One cause of Qatar’s out-sized share of the Gulf petrochemicals market is the low cost of inputs. Like many government-linked businesses in Qatar such as its electricity and water producers, QAPCO receives hydrocarbons feedstock at favourable rates from its parent company, QP, boosting the margins it earns on products like low-density polyethylene (LDPE), a common plastic used in machine mouldings and electric cables.
Thus, even while hydrocarbons output fell by 1.3% in 2014, the sector was able to increase its contribution to total manufacturing by 1.4 percentage points. Qatar’s petrochemicals sector has also benefitted from the region’s growing construction industry, which furnishes steady buyers for LDPE by-products.
The halving of oil prices in the second half of 2014 resulted in a decline of the industrial segment’s share of GDP by over 15% during 2015, affecting capital investments in new facilities.
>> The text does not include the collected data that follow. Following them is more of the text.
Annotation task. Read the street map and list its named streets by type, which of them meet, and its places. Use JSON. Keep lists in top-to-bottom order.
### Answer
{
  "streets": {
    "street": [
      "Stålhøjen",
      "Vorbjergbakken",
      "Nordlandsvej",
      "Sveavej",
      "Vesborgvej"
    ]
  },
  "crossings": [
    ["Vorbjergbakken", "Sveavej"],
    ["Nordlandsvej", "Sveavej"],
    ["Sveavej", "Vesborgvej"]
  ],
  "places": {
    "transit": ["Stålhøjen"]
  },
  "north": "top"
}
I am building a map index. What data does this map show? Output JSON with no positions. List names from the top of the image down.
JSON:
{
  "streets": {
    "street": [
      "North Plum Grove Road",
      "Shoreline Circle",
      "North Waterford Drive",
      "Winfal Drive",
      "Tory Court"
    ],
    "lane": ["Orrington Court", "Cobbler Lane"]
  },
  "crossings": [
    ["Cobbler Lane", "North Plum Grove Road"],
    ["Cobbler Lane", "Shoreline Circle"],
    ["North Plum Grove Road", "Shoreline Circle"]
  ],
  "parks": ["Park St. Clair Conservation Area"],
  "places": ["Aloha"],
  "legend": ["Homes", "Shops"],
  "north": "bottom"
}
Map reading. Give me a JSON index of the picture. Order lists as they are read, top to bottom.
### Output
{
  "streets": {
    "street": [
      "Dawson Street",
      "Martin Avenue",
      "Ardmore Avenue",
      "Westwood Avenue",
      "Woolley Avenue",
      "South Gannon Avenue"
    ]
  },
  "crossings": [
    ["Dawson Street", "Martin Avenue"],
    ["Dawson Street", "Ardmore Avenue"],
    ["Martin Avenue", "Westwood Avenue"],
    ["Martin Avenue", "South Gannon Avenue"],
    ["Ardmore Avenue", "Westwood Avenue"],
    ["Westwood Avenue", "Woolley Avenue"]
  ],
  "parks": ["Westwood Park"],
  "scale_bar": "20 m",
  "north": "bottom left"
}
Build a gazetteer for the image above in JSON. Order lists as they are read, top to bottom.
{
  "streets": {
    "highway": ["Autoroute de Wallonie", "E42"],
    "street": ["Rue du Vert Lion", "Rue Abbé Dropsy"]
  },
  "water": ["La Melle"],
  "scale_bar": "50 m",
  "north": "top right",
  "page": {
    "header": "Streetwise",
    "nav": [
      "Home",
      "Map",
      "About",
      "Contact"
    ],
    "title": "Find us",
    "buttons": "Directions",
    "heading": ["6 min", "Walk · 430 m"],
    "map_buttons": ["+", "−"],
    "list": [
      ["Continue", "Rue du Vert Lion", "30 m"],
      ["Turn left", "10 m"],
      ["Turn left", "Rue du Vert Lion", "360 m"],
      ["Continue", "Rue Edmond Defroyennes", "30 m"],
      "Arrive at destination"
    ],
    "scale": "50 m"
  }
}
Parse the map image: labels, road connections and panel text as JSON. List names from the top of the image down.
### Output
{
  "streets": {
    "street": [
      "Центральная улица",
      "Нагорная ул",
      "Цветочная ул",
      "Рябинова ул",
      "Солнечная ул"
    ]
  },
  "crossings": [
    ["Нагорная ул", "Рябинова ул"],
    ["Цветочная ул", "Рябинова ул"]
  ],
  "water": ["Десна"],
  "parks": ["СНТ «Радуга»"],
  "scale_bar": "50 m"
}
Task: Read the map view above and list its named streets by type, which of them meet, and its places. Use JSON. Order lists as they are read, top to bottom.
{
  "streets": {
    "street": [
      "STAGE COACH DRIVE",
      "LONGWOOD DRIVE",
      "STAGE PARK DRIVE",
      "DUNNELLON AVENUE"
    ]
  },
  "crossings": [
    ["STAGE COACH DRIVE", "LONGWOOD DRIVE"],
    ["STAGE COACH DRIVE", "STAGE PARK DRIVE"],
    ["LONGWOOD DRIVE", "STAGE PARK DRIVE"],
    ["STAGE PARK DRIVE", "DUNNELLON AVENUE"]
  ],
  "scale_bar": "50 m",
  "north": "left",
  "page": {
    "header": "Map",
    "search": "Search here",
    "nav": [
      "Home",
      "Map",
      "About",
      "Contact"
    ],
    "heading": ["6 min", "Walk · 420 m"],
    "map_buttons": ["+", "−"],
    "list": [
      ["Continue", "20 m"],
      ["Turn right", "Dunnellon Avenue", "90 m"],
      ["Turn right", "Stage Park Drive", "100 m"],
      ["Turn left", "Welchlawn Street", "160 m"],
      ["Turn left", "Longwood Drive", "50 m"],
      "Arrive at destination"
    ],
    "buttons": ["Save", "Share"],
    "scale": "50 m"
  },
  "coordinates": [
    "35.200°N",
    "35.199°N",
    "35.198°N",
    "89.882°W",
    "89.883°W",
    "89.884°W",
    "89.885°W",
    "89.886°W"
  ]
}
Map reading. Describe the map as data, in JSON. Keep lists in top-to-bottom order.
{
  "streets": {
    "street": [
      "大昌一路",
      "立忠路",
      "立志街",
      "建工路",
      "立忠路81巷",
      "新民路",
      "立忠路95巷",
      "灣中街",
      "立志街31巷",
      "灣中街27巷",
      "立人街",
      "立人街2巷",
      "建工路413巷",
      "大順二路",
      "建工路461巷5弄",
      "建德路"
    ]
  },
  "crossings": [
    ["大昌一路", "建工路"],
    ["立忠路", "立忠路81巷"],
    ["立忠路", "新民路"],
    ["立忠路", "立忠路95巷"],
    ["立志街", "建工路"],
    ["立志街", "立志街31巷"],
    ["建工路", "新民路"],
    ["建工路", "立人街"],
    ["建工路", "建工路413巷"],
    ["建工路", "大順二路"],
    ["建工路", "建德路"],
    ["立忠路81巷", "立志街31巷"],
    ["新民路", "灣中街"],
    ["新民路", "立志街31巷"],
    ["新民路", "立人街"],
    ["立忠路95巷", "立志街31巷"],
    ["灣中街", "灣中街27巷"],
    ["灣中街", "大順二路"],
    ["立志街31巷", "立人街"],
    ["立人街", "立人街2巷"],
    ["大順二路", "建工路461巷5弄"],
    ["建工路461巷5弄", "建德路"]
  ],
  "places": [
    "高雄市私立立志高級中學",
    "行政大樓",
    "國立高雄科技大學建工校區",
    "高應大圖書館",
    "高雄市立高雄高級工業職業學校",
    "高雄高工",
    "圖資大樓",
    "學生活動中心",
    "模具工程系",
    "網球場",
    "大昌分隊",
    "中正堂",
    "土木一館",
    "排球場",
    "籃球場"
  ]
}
As prices fell further during 2015, two IQ petrochemicals projects were eventually shelved, which represented a blow to the industry.
The first, a $6bn plant in Al Sejeel that was put on hold in September 2014, was to be completed in 2018 with an annual production capacity of some 1.4m tonnes of ethylene, 2m tonnes of polyethylene, 760,000 tonnes of polypropylene and 83,000 of butadiene. The second project, mothballed four months later in January 2015, was a $6.5bn plant to be built in Al Karaana as an 80:20 joint venture between QP and Shell.
Despite the ongoing volatility in oil markets, a number of reasons for optimism remain. “The long-term scenario is more positive,” said Abdulwahab Al Sadoun, the GPCA’s secretary-general. In late 2015, he told local press that GCC petrochemicals output was forecast to grow by 6% a year over the next half-decade, reaching some 190m tonnes in 2020.
The slowdown in China, the prospect of Iran’s economy opening and the more cautious mood as the global economy adjusts to lower commodities prices, he explained, has spurred Gulf producers to become “more agile, collaborative and innovative”, since they are price takers rather than setters.
“The drive into higher-value products, such as speciality and performance chemicals, is gaining momentum,” said Al Sadoun, “and is expected to act as a catalyst for an even stronger growth of the GCC petrochemical industry in the years to come.” Indeed, according to India-based TechSci Research, Qatar’s construction chemicals market alone – a segment whose products are used in a wide range of building operations – is forecast to grow by 13% per year in 2015-20 as infrastructure projects accelerate to meet targets ahead of the 2022 FIFA World Cup.